Upgraded Home Network 2.5Gb for £130

ahh ok cool. i may just do that and buy pre made cables.

Are there any keystone jacks that will work on fibre cables if i wanted to run it through walls and add a SFP+ keystone jack or a SFP+ to r4j45 ketsone jack?
I'm not aware of any fibre keystone jacks, as you'd normally terminate your structured fibre at fibre trays (e.g. this), then just use a short patch fibre on each end.

As an alternative to a full rackmount fibre tray though, you can get wall mounted breakout boxes, or even lockable wall boxes:
 
Really you can do 2.5gbps for £50 with just two of them USB3.0 adapters. Don't really need the switch.

Use the USB <> USB on your main computer and NAS for the quick transfers, assign one IP address on the NAS, set up a share on the main PC direct to it.
Then for other devices just use the Gigabit port on the NAS into your router on a different IP.

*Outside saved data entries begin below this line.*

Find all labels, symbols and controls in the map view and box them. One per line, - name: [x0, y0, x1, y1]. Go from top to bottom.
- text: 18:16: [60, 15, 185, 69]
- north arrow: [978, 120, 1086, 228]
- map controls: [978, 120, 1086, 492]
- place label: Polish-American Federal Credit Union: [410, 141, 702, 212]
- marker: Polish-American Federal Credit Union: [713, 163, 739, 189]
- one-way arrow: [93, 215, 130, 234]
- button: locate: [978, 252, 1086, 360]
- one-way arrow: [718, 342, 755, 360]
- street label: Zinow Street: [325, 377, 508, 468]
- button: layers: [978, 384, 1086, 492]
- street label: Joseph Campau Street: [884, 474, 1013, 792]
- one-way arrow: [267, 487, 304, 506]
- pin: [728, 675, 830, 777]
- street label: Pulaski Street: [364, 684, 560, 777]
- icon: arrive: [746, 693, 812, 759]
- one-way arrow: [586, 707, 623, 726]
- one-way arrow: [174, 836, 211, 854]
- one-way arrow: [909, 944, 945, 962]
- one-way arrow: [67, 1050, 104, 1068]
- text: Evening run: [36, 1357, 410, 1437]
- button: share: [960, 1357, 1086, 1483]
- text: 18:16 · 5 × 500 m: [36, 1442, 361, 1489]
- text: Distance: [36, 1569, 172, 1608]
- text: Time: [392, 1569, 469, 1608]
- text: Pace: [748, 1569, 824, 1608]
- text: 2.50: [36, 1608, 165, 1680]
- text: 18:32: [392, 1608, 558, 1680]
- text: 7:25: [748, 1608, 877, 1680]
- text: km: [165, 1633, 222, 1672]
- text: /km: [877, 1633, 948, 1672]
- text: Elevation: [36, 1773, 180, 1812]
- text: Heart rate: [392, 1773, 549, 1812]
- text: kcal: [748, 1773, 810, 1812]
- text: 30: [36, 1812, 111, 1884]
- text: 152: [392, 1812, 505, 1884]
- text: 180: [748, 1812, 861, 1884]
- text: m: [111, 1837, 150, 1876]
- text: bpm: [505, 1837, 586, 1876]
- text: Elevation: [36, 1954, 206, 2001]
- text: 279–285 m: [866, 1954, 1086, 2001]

I use RAID10 on my NAS for quicker reads and writes. I believe it is the recommended RAID for 4 drives. I have just Western Digital blues and it maxes out the 2.5 Gbps fine. More than 2.5Gbps you would need SSDs so it is perfect for my set up.

When set up like this without the swtich, I also had to make my computers motherboard 1Gbps network adapter the priority metric. As before websites would hang trying to reach them through the USB 2.5gbps adapter.

1Gbps main network adapter - metric 50
2.5 Gbps adapter - metric 100.
Lower metric the greater the priority. So Internet requests work as normal.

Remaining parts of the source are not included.